Once, utopian destination(s) for social imaginaries and devotional fantasies, multiple Zions were realized in the 20th century. Chapter 1 explores the city of Zion, Illinois, as site of religious narratives and nuclear nightmares. Founded in 1901 by the evangelist John Alexander Dowie, Zion was once a center of advocacy for flat earthers and later the home of a dual reactor nuclear power station. Zion Nuclear Power Station was retired in 1998, the decommissioning of Zion is ongoing today.

Ed Oh
American, 1992
Artificial Imagination, 2017-2019
Archival newsprint and resin casts, various dimensions
The portrait photography found on the cover page of Chicago Tribune’s Inside Shopper weekly reminds me when we first made eye contact. Sitting outside in stacks, every issue circulates on sunday and features a different portrait on the cover. Using a 52-week archive of cover pages, I produce multiple observations of this archive. October 8, 2017, a year of observing since we first made eye contact, I remember Inside Shopper staring back.

Sage Stafford
American, 1993
Selling the Old, Buying the New, 2019
inkjet prints, various dimensions
In this cultural moment during which revealing the body is popular I investigate the notion of modesty and question how this materializes in my wardrobe. This series of photographs documents the change in my attire after marriage to a Muslim man. While trends in modern day fashion expose the body, I hunt to find plus-size clothing that covers my own, using online shops as a platform for finding and selling clothes.
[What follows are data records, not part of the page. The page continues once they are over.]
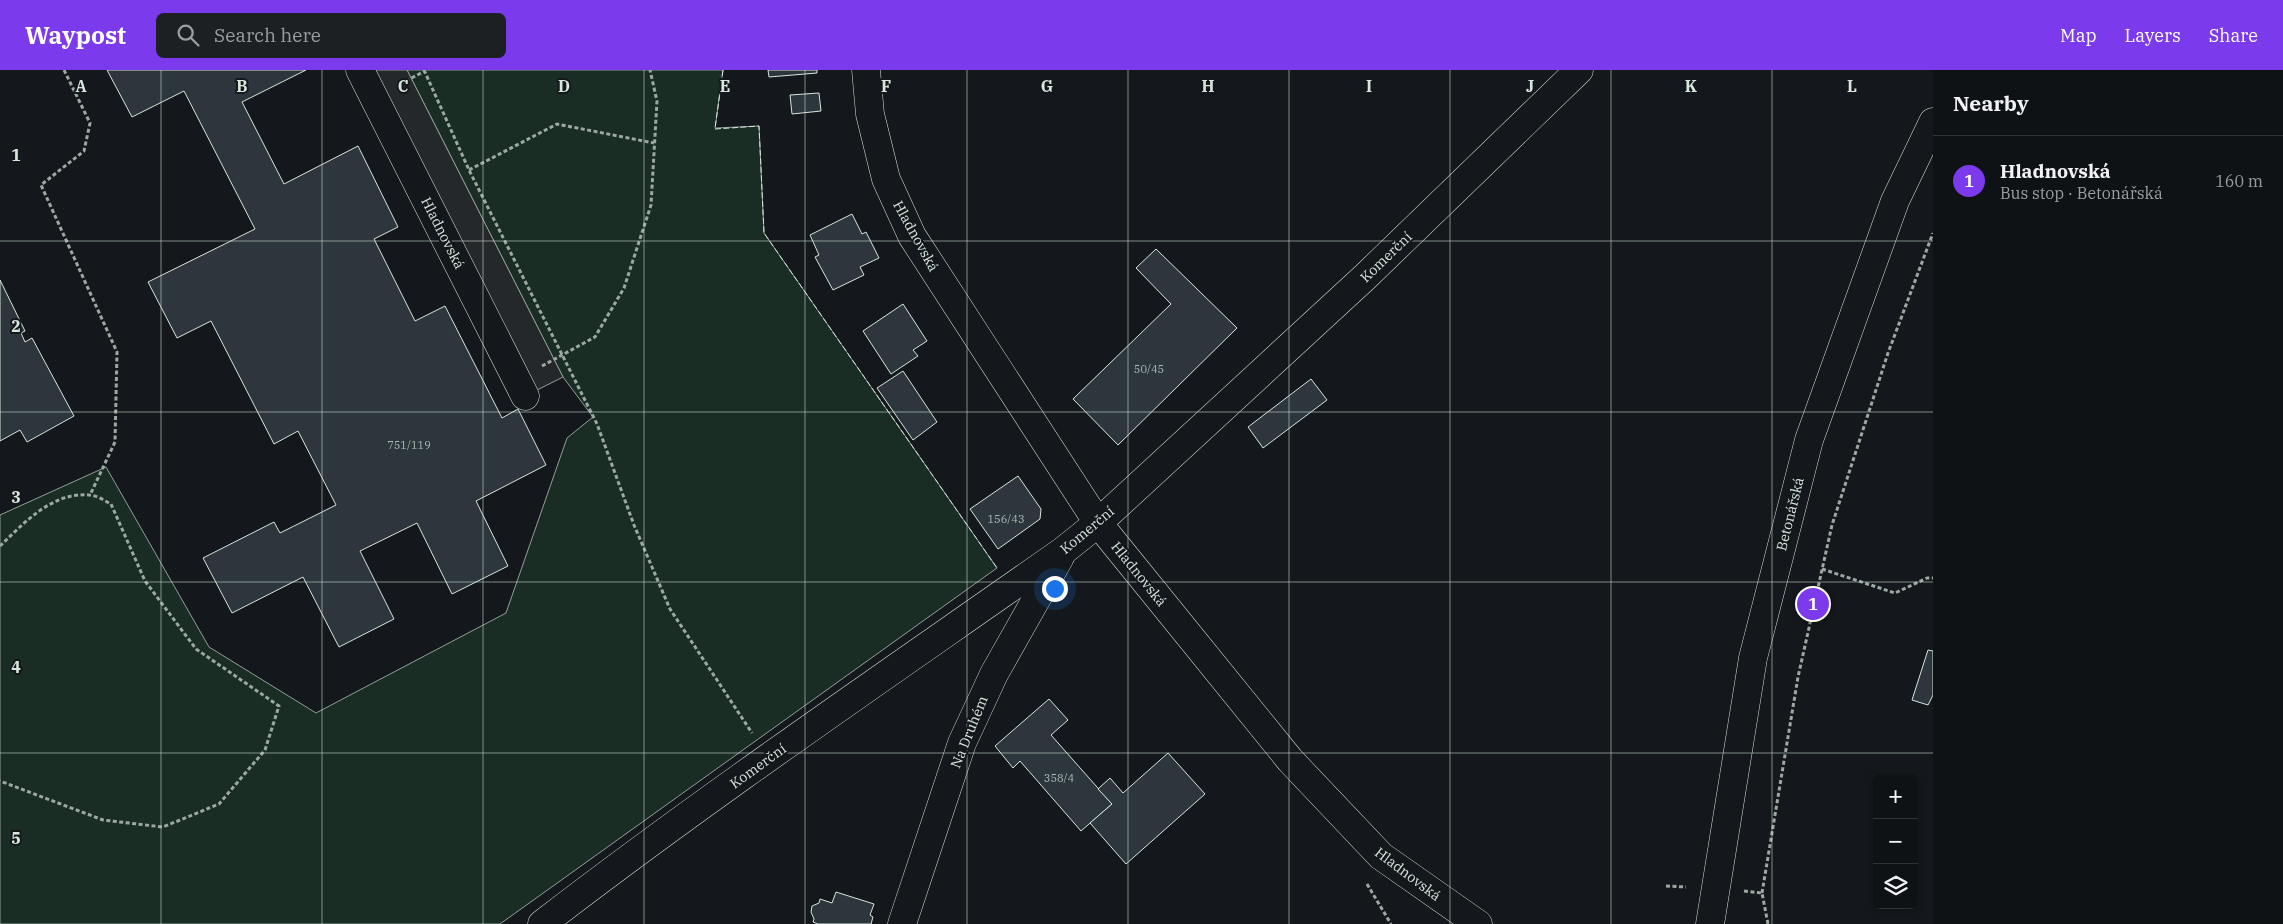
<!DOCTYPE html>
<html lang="en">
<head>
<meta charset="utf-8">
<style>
	:root { --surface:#0f1215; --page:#1d2022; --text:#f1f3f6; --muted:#9b9ea0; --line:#2f3234; --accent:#7c3aed }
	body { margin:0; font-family:"IBM Plex Serif",serif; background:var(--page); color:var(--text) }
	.controls { position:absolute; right:15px; bottom:15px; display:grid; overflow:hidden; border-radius:8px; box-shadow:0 2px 8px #0003 }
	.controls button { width:45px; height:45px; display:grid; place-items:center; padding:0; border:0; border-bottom:1px solid var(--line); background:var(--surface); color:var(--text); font:25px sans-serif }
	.you { position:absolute; left:1054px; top:518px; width:18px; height:18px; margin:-12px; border:4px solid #fff; border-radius:50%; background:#1a73e8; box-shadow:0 0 0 8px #1a73e833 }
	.badge { display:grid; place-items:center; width:32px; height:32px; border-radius:50%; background:var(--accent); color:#fff; font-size:16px; font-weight:700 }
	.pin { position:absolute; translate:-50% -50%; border:2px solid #fff; box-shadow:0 1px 5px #0006 }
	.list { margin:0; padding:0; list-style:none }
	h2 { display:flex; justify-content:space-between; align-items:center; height:65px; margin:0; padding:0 20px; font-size:21px }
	h2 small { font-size:16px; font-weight:400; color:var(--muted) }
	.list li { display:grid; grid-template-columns:32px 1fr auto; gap:15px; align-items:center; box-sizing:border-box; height:90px; padding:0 20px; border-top:1px solid var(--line) }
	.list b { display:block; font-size:19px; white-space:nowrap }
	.list p { margin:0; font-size:16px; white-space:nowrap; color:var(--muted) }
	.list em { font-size:16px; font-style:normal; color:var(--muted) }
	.icon { flex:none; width:28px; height:28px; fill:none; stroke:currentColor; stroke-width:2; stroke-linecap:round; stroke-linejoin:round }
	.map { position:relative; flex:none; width:1933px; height:854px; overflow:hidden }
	header { display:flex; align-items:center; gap:30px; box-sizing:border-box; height:70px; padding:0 25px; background:var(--accent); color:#fff }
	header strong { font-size:24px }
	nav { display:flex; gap:28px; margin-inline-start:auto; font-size:18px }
	.search { width:350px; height:45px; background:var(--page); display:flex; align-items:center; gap:12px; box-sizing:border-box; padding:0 18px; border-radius:8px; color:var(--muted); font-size:19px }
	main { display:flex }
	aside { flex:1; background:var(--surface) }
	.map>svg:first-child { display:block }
</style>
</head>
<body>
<header>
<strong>Waypost</strong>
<div class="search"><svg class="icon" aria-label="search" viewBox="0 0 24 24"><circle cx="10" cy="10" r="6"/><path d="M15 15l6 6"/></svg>Search here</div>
<nav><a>Map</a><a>Layers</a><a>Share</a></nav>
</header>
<main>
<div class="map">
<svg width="1933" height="854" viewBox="0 0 1933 854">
	<rect width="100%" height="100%" fill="#14181c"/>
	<path fill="#1a2d24" stroke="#939e99" d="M407 0H723L715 58 759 56 764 163 997 498 500 854H0V445L106 397 209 577 316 643 506 543 567 368 593 347 563 307Z"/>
	<path fill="#24282b" stroke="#939e99" d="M360 0H407L563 307 525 326Z"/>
	<g fill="#2c363c" stroke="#d8e6dc">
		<path d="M107 0H306L242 32 284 114 358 76 398 157 374 169 415 251 445 236 502 348 518 339 546 395 476 431 508 496 452 524 417 453 360 481 394 549 339 577 303 507 232 543 203 488 274 452 280 463 336 435 298 361 274 374 211 251 177 268 148 212 255 159 184 21 132 47Z"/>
		<path d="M768 0H817V3L769 7Z"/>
		<path d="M819 23 821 41 792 44 790 25Z"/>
		<path d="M852 144 862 164 866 162 879 188 860 197 864 205 833 220 815 187 819 185 810 165Z"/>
		<path d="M1156 179 1237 258 1118 375 1073 329 1171 234 1136 198Z"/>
		<path d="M0 210 25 261 21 263 25 272 32 268 74 346 27 372 20 360 0 371Z"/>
		<path d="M903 234 927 271 913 280 918 286 891 304 863 261Z"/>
		<path d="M903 301 937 352 913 370 877 318Z"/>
		<path d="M1311 309 1327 330 1263 378 1248 357Z"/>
		<path d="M1018 406 1041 439 1040 449 998 479 970 439Z"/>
		<path d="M1928 580 1933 581V625L1928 635 1912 630Z"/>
		<path d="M1049 629 1068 650 1051 665 1112 734 1081 761 1020 691 1013 698 995 676Z"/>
		<path d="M1168 683 1205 724 1126 794 1090 753 1112 734 1098 719 1110 708 1123 723Z"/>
		<path d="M836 822 874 834 870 845 873 847 871 854H818L813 852 814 849 811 842 812 836 819 833 820 829 832 833Z"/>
	</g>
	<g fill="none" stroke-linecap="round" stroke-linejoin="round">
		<g stroke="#d8e6dc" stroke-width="29">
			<g id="street">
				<path d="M360 0 525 326"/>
				<path d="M866 0 870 44 886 109 912 166 1098 453 1290 690 1381 786 1478 854"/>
				<path d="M542 854C711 724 888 604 1063 481L1098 453 1365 207 1579 0"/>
				<path d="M902 854 962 673 994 604 1060 487"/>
				<path d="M1710 854 1753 588 1809 370 1895 131 1933 52"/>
			</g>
		</g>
		<g stroke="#9da8a2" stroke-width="3" stroke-dasharray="4 2.5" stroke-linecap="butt">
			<path d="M64 0 90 53 84 81 41 115 117 282 115 372 90 425"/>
			<path d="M424 0 469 100 597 354 634 455 670 539 752 663"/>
			<path d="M400 14 425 1"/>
			<path d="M469 100 557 54 654 73"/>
			<path d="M542 296 595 267 624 218 651 135 657 31 650 0"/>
			<path d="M0 476C24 453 52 422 89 425 96 425 105 431 111 434L145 511 196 579 279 636 265 680 219 734 163 757 103 750 0 711"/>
			<path d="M1822 499 1895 523 1927 508H1933"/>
			<path d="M1367 814 1391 854"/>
			<path d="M1666 816 1686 817"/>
			<path d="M1744 821 1762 823 1768 854"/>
			<path d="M1762 823 1798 607 1832 455 1888 283 1933 163"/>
		</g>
		<use href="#street" stroke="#14181c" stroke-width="28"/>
		<path stroke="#d8e6dc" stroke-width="1" stroke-dasharray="6 2.5" stroke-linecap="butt" d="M723 0 715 59 759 56 764 163 997 498"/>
	</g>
	<path fill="none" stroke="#d8e6dc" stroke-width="1" stroke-opacity="0.55" d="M161 0V854M322 0V854M483 0V854M644 0V854M805 0V854M967 0V854M1128 0V854M1289 0V854M1450 0V854M1611 0V854M1772 0V854M0 171H1933M0 342H1933M0 512H1933M0 683H1933"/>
	<g text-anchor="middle" stroke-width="4" stroke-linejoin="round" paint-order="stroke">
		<g font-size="11" fill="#adbab4">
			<text x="1149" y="303">50/45</text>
			<text x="409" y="379">751/119</text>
			<text x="1006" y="453">156/43</text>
			<text x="1059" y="712">358/4</text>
		</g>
		<g font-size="14" fill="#d8e6dc" stroke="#14181c">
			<text transform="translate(443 163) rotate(63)" y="5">Hladnovská</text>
			<text transform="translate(916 166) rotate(61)" y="5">Hladnovská</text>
			<text transform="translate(1386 187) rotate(-44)" y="5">Komerční</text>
			<text transform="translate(1790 444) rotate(-76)" y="5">Betonářská</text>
			<text transform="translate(1087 460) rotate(-40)" y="5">Komerční</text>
			<text transform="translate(1139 504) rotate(51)" y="5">Hladnovská</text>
			<text transform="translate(969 662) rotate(-68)" y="5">Na Druhém</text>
			<text transform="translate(758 696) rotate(-36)" y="5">Komerční</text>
			<text transform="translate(1408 804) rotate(37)" y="5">Hladnovská</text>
		</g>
	</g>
	<g font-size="16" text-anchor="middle" font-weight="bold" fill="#d8e6dc" stroke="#14181c" stroke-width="4" stroke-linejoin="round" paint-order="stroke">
		<text x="81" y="22">A</text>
		<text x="242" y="22">B</text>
		<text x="403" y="22">C</text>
		<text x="564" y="22">D</text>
		<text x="725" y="22">E</text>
		<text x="886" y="22">F</text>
		<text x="1047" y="22">G</text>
		<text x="1208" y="22">H</text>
		<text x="1369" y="22">I</text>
		<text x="1530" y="22">J</text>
		<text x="1691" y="22">K</text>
		<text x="1852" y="22">L</text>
		<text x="16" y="91">1</text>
		<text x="16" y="262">2</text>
		<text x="16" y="433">3</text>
		<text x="16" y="603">4</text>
		<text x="16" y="774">5</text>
	</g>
</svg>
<div class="controls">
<button>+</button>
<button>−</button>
<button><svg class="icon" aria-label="layers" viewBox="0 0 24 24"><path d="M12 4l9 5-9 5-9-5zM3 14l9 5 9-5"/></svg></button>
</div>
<div class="you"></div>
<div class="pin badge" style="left:1813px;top:534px">1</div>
</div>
<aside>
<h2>Nearby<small></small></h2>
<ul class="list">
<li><span class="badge">1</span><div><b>Hladnovská</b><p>Bus stop · Betonářská</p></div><em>160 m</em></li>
</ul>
</aside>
</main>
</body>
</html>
These images question garment construction and their varying levels of modesty while speaking to the necessity of utilizing broader online clothing markets.

L Koo
American, 1990
Image Space Series III, 2019
Paper, objects
Moving between utilizing photographic processes and building in physical space, emerges the idea of photographic image spaces. The relationship that exists between the two and three dimensional, where object becomes image and image becomes object, where space becomes a function of time that is layered and folded back onto itself as a constant shift. With this particular iteration of the exploration, I question the need for the image to be physically present, or if the notion of it is enough.